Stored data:

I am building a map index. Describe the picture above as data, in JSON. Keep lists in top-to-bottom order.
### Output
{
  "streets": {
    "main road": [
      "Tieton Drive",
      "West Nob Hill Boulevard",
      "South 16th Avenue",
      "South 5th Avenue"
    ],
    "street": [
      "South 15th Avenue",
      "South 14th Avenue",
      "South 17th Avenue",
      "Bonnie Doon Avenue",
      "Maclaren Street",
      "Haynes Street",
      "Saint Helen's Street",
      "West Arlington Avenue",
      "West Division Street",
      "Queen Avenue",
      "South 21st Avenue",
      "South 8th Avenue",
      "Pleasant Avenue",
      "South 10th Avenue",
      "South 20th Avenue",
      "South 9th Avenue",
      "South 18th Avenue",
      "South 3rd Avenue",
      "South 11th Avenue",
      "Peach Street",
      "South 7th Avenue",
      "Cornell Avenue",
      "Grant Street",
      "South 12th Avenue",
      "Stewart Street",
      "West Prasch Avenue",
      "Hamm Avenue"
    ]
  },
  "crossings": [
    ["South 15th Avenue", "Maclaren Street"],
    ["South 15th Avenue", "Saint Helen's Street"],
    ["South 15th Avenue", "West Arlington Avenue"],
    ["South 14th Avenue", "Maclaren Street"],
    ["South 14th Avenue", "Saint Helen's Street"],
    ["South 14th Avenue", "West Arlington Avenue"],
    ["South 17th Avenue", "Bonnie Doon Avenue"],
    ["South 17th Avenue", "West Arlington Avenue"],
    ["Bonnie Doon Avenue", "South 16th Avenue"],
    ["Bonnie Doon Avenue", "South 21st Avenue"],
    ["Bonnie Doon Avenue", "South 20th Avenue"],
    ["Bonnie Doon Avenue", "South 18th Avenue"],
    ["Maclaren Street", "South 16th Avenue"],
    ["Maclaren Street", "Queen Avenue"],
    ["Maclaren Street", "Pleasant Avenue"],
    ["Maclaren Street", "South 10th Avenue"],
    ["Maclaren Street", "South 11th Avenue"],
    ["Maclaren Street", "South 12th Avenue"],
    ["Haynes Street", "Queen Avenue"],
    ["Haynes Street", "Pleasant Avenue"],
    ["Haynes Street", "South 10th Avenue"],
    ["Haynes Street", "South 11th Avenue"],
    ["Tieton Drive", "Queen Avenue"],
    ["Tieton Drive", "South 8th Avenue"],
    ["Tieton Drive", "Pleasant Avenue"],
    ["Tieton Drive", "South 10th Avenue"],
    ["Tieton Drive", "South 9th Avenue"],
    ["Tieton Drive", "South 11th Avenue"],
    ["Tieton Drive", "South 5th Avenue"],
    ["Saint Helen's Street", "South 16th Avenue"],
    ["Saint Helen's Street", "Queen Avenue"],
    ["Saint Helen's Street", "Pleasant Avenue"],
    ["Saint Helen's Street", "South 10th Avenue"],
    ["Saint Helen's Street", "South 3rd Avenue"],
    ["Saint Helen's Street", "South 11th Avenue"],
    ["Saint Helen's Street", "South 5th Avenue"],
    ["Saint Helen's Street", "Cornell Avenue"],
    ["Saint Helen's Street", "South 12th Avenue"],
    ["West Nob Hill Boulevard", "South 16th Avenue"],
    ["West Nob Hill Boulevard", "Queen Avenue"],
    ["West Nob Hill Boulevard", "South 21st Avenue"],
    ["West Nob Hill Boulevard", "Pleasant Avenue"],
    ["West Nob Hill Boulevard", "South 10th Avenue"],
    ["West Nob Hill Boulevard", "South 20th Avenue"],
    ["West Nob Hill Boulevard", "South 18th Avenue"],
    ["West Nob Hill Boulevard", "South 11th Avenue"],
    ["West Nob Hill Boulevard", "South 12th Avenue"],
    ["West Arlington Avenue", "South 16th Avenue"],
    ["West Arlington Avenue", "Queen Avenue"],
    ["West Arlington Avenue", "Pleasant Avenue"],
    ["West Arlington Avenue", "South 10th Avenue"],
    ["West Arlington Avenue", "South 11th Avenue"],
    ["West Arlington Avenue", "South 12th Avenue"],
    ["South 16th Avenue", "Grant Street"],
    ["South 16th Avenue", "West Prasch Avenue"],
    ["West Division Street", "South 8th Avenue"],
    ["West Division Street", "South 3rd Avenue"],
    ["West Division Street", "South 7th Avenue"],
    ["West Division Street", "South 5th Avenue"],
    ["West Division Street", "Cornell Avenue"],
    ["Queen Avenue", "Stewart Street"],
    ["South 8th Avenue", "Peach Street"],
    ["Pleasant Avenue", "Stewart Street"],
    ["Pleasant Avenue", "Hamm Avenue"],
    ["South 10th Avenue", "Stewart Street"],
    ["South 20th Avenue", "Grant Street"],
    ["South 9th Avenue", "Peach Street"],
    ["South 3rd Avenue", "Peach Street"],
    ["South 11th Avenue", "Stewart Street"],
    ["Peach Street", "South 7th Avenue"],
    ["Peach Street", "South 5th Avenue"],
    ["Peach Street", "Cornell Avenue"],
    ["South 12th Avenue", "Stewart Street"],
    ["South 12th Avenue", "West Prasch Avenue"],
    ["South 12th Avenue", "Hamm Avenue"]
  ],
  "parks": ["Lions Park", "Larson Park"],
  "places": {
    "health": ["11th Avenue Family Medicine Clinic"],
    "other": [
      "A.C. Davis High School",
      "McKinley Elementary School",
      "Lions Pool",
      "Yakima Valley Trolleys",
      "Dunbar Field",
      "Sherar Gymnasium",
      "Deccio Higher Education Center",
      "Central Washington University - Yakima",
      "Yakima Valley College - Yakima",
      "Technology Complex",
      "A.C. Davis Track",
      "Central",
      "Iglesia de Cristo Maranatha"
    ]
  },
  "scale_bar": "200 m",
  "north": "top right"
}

WORK TO COMPLETE:
Make an exact copy of the records.

SOLVED EXERCISE:
I am building a map index. Describe the picture above as data, in JSON. Keep lists in top-to-bottom order.
### Output
{
  "streets": {
    "main road": [
      "Tieton Drive",
      "West Nob Hill Boulevard",
      "South 16th Avenue",
      "South 5th Avenue"
    ],
    "street": [
      "South 15th Avenue",
      "South 14th Avenue",
      "South 17th Avenue",
      "Bonnie Doon Avenue",
      "Maclaren Street",
      "Haynes Street",
      "Saint Helen's Street",
      "West Arlington Avenue",
      "West Division Street",
      "Queen Avenue",
      "South 21st Avenue",
      "South 8th Avenue",
      "Pleasant Avenue",
      "South 10th Avenue",
      "South 20th Avenue",
      "South 9th Avenue",
      "South 18th Avenue",
      "South 3rd Avenue",
      "South 11th Avenue",
      "Peach Street",
      "South 7th Avenue",
      "Cornell Avenue",
      "Grant Street",
      "South 12th Avenue",
      "Stewart Street",
      "West Prasch Avenue",
      "Hamm Avenue"
    ]
  },
  "crossings": [
    ["South 15th Avenue", "Maclaren Street"],
    ["South 15th Avenue", "Saint Helen's Street"],
    ["South 15th Avenue", "West Arlington Avenue"],
    ["South 14th Avenue", "Maclaren Street"],
    ["South 14th Avenue", "Saint Helen's Street"],
    ["South 14th Avenue", "West Arlington Avenue"],
    ["South 17th Avenue", "Bonnie Doon Avenue"],
    ["South 17th Avenue", "West Arlington Avenue"],
    ["Bonnie Doon Avenue", "South 16th Avenue"],
    ["Bonnie Doon Avenue", "South 21st Avenue"],
    ["Bonnie Doon Avenue", "South 20th Avenue"],
    ["Bonnie Doon Avenue", "South 18th Avenue"],
    ["Maclaren Street", "South 16th Avenue"],
    ["Maclaren Street", "Queen Avenue"],
    ["Maclaren Street", "Pleasant Avenue"],
    ["Maclaren Street", "South 10th Avenue"],
    ["Maclaren Street", "South 11th Avenue"],
    ["Maclaren Street", "South 12th Avenue"],
    ["Haynes Street", "Queen Avenue"],
    ["Haynes Street", "Pleasant Avenue"],
    ["Haynes Street", "South 10th Avenue"],
    ["Haynes Street", "South 11th Avenue"],
    ["Tieton Drive", "Queen Avenue"],
    ["Tieton Drive", "South 8th Avenue"],
    ["Tieton Drive", "Pleasant Avenue"],
    ["Tieton Drive", "South 10th Avenue"],
    ["Tieton Drive", "South 9th Avenue"],
    ["Tieton Drive", "South 11th Avenue"],
    ["Tieton Drive", "South 5th Avenue"],
    ["Saint Helen's Street", "South 16th Avenue"],
    ["Saint Helen's Street", "Queen Avenue"],
    ["Saint Helen's Street", "Pleasant Avenue"],
    ["Saint Helen's Street", "South 10th Avenue"],
    ["Saint Helen's Street", "South 3rd Avenue"],
    ["Saint Helen's Street", "South 11th Avenue"],
    ["Saint Helen's Street", "South 5th Avenue"],
    ["Saint Helen's Street", "Cornell Avenue"],
    ["Saint Helen's Street", "South 12th Avenue"],
    ["West Nob Hill Boulevard", "South 16th Avenue"],
    ["West Nob Hill Boulevard", "Queen Avenue"],
    ["West Nob Hill Boulevard", "South 21st Avenue"],
    ["West Nob Hill Boulevard", "Pleasant Avenue"],
    ["West Nob Hill Boulevard", "South 10th Avenue"],
    ["West Nob Hill Boulevard", "South 20th Avenue"],
    ["West Nob Hill Boulevard", "South 18th Avenue"],
    ["West Nob Hill Boulevard", "South 11th Avenue"],
    ["West Nob Hill Boulevard", "South 12th Avenue"],
    ["West Arlington Avenue", "South 16th Avenue"],
    ["West Arlington Avenue", "Queen Avenue"],
    ["West Arlington Avenue", "Pleasant Avenue"],
    ["West Arlington Avenue", "South 10th Avenue"],
    ["West Arlington Avenue", "South 11th Avenue"],
    ["West Arlington Avenue", "South 12th Avenue"],
    ["South 16th Avenue", "Grant Street"],
    ["South 16th Avenue", "West Prasch Avenue"],
    ["West Division Street", "South 8th Avenue"],
    ["West Division Street", "South 3rd Avenue"],
    ["West Division Street", "South 7th Avenue"],
    ["West Division Street", "South 5th Avenue"],
    ["West Division Street", "Cornell Avenue"],
    ["Queen Avenue", "Stewart Street"],
    ["South 8th Avenue", "Peach Street"],
    ["Pleasant Avenue", "Stewart Street"],
    ["Pleasant Avenue", "Hamm Avenue"],
    ["South 10th Avenue", "Stewart Street"],
    ["South 20th Avenue", "Grant Street"],
    ["South 9th Avenue", "Peach Street"],
    ["South 3rd Avenue", "Peach Street"],
    ["South 11th Avenue", "Stewart Street"],
    ["Peach Street", "South 7th Avenue"],
    ["Peach Street", "South 5th Avenue"],
    ["Peach Street", "Cornell Avenue"],
    ["South 12th Avenue", "Stewart Street"],
    ["South 12th Avenue", "West Prasch Avenue"],
    ["South 12th Avenue", "Hamm Avenue"]
  ],
  "parks": ["Lions Park", "Larson Park"],
  "places": {
    "health": ["11th Avenue Family Medicine Clinic"],
    "other": [
      "A.C. Davis High School",
      "McKinley Elementary School",
      "Lions Pool",
      "Yakima Valley Trolleys",
      "Dunbar Field",
      "Sherar Gymnasium",
      "Deccio Higher Education Center",
      "Central Washington University - Yakima",
      "Yakima Valley College - Yakima",
      "Technology Complex",
      "A.C. Davis Track",
      "Central",
      "Iglesia de Cristo Maranatha"
    ]
  },
  "scale_bar": "200 m",
  "north": "top right"
}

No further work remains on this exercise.